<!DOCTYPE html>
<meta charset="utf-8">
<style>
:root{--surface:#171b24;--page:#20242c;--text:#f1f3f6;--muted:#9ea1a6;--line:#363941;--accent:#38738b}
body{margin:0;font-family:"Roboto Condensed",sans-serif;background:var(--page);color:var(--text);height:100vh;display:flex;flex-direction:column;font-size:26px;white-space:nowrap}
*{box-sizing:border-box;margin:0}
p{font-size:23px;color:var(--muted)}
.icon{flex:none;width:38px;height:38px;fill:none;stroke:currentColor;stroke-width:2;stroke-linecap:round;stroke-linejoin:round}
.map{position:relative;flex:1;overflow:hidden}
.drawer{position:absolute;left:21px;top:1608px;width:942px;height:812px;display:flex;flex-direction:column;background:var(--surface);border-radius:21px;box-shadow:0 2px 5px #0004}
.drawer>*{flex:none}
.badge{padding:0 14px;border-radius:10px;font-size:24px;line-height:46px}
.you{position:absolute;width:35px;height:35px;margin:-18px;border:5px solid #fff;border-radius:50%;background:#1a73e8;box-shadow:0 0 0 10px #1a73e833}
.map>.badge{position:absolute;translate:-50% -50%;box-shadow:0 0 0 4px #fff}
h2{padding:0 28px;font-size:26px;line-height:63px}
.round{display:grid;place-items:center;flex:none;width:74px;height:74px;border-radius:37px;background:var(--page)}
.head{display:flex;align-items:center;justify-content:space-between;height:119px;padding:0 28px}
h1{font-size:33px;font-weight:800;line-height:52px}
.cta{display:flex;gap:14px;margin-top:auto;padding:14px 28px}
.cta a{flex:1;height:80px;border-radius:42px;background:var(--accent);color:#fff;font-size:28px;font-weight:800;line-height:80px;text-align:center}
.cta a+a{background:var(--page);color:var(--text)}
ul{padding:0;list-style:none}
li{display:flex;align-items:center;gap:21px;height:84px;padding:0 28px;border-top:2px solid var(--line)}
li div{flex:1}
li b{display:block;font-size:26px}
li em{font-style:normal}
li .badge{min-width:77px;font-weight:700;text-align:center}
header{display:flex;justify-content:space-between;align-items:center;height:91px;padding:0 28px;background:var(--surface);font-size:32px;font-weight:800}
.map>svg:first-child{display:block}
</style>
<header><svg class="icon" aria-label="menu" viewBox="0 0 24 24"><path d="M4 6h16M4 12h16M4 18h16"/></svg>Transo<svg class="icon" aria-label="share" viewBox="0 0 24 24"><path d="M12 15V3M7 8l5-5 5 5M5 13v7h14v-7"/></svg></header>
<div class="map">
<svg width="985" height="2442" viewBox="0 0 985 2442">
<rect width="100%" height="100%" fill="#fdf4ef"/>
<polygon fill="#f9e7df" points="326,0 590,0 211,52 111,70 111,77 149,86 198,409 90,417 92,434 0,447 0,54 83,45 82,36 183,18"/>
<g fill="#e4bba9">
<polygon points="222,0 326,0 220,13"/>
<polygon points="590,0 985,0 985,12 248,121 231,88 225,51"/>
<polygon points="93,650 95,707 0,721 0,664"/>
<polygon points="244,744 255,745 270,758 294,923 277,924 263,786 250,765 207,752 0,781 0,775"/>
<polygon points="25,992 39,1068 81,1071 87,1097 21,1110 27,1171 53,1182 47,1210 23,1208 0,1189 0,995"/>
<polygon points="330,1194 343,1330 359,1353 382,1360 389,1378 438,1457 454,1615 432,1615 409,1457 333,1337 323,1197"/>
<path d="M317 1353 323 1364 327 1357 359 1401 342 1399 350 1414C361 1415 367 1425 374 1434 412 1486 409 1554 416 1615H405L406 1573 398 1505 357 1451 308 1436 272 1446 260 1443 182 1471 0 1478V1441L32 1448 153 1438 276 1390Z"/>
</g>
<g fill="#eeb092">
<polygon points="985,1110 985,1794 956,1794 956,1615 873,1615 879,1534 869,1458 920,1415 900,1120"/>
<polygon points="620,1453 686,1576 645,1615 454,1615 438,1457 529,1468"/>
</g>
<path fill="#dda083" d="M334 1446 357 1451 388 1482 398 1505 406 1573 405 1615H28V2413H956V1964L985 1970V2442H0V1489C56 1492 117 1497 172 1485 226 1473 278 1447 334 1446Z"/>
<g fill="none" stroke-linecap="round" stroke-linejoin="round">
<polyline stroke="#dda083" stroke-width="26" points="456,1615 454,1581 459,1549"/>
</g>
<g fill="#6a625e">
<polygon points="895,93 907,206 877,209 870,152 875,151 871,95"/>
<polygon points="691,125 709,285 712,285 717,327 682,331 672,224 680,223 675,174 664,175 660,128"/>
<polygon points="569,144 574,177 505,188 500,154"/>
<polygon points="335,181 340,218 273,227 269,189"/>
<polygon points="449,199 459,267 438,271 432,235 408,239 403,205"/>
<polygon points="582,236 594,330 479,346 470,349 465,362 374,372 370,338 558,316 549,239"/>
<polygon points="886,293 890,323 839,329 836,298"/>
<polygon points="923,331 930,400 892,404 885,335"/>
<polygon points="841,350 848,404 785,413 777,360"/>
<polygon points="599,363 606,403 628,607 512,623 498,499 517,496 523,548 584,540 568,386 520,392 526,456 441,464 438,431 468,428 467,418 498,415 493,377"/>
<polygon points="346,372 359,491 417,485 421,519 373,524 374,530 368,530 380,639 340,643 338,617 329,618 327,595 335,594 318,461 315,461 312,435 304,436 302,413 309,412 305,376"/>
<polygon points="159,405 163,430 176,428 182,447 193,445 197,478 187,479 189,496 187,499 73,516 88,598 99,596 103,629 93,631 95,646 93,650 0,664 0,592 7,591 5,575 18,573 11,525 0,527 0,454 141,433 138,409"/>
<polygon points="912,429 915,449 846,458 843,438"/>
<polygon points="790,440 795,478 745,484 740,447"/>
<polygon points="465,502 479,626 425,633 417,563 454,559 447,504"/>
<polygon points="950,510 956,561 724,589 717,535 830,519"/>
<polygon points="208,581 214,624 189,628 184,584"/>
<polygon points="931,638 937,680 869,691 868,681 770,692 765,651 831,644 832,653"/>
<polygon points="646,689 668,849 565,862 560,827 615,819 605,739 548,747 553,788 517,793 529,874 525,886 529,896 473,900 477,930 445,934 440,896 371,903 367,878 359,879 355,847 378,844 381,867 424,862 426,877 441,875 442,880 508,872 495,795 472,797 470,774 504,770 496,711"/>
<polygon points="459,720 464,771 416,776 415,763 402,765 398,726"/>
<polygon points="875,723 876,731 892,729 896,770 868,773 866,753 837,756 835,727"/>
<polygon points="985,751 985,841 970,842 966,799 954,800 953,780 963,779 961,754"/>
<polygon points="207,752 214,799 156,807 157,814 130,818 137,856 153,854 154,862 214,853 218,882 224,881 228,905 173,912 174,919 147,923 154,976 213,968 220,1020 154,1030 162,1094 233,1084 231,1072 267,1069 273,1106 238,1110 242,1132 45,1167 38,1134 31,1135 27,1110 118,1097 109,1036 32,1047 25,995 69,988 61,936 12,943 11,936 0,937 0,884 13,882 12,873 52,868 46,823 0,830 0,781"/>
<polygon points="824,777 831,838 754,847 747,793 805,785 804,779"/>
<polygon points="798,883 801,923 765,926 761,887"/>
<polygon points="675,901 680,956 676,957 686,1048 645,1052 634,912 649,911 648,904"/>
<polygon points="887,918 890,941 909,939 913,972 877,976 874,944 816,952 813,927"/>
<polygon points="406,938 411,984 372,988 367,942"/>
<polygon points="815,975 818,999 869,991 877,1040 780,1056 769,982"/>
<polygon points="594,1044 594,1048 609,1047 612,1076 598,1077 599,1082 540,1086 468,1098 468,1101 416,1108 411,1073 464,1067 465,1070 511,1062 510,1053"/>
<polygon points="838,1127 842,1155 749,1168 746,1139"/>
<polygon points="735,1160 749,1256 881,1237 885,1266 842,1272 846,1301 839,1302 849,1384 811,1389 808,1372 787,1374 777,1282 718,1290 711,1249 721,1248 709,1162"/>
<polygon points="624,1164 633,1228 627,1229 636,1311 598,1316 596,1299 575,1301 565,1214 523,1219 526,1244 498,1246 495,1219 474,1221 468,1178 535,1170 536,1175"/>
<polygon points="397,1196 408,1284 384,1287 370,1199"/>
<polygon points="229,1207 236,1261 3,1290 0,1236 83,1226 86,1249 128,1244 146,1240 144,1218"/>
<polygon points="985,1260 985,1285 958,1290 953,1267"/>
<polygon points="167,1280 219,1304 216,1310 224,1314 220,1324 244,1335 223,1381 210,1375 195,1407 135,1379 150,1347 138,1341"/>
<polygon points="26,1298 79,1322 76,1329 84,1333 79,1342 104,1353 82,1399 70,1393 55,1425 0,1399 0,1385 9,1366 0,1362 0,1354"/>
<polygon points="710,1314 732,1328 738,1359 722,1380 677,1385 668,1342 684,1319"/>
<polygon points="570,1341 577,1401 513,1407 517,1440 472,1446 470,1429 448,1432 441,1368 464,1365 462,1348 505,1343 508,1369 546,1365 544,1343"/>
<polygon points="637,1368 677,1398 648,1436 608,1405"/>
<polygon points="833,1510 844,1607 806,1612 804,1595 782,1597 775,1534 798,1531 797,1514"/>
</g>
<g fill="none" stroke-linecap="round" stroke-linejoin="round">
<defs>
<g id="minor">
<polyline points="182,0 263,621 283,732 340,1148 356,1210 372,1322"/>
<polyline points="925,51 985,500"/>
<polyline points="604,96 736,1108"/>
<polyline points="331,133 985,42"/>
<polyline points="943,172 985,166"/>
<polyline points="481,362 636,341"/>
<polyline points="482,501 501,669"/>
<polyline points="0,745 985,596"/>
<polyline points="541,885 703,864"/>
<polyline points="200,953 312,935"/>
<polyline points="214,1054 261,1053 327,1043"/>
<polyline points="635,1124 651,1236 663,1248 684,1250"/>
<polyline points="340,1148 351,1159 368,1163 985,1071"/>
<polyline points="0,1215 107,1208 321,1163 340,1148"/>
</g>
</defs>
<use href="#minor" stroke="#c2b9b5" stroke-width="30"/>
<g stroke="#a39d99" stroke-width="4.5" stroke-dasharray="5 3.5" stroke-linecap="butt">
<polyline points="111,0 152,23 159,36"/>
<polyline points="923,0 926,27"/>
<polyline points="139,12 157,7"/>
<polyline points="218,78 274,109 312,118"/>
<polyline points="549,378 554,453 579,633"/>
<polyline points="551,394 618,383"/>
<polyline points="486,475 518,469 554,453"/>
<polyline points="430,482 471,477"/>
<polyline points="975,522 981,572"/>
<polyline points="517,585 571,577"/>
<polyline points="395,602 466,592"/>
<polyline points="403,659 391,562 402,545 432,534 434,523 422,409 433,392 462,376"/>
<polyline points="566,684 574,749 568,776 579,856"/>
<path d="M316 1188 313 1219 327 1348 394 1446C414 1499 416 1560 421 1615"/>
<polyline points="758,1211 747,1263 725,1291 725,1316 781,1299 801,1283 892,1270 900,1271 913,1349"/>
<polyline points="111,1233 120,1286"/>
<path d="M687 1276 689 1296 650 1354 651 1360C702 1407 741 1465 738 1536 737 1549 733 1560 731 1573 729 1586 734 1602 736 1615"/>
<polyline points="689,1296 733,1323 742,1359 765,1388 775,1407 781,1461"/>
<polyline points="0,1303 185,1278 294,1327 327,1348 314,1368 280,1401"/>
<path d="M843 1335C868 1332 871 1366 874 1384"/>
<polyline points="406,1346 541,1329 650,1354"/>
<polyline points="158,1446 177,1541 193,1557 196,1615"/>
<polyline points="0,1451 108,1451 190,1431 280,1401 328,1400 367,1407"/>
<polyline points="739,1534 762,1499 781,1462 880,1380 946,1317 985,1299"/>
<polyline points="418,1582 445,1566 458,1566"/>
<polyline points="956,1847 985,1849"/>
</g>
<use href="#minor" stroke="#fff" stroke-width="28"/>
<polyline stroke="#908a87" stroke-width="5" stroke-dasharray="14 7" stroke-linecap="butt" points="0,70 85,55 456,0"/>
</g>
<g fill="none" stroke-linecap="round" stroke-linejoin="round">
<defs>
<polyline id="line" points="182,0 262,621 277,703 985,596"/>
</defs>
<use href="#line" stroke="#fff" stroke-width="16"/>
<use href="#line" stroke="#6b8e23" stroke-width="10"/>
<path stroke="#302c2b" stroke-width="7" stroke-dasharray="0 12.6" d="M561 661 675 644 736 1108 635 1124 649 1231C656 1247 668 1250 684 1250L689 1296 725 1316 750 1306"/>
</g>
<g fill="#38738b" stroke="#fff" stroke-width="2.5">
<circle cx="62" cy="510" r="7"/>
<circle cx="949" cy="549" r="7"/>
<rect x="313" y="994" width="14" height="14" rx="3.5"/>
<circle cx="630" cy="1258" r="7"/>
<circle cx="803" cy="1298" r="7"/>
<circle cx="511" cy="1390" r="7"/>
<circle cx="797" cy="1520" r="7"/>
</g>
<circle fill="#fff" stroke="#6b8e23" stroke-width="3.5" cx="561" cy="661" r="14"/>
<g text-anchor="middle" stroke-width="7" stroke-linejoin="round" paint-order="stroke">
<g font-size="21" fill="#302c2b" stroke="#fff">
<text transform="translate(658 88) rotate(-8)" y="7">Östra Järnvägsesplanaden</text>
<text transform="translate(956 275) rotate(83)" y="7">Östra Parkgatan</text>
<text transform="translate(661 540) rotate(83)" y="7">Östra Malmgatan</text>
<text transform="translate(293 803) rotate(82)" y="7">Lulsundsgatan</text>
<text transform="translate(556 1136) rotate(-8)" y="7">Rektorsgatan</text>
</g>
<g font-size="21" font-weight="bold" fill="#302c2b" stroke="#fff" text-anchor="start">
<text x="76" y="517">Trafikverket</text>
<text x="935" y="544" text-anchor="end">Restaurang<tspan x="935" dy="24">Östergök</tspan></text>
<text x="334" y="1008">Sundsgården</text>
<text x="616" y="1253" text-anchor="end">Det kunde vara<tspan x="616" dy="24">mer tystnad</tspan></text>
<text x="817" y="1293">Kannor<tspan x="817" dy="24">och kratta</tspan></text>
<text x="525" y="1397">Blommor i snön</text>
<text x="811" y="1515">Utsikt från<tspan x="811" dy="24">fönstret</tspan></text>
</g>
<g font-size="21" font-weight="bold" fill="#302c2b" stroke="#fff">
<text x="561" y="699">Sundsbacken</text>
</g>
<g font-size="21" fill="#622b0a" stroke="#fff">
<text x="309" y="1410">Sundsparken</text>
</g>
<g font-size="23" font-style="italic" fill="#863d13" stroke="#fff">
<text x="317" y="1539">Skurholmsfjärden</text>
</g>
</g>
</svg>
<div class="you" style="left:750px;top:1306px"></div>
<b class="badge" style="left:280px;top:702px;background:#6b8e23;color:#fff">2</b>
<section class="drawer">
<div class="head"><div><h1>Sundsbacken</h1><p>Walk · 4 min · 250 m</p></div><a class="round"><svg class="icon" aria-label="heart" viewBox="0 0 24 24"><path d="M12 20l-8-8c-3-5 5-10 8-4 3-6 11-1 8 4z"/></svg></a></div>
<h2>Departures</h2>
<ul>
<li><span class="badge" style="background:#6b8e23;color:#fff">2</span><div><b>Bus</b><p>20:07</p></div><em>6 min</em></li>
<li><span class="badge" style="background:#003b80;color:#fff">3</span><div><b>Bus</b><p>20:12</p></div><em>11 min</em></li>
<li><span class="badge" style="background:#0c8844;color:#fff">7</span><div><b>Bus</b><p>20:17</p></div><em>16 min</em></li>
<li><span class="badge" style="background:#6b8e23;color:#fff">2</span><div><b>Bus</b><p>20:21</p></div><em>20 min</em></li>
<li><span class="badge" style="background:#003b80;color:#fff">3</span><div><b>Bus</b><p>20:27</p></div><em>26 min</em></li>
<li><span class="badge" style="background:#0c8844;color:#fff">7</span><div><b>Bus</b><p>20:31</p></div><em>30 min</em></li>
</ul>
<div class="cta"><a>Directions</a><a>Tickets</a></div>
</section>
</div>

▶ _WORK ITEM_
Would you copy out each line of the records above where the word "column" occurs?

▶ _EXPECTED ANSWER_
body{margin:0;font-family:"Roboto Condensed",sans-serif;background:var(--page);color:var(--text);height:100vh;display:flex;flex-direction:column;font-size:26px;white-space:nowrap}
.drawer{position:absolute;left:21px;top:1608px;width:942px;height:812px;display:flex;flex-direction:column;background:var(--surface);border-radius:21px;box-shadow:0 2px 5px #0004}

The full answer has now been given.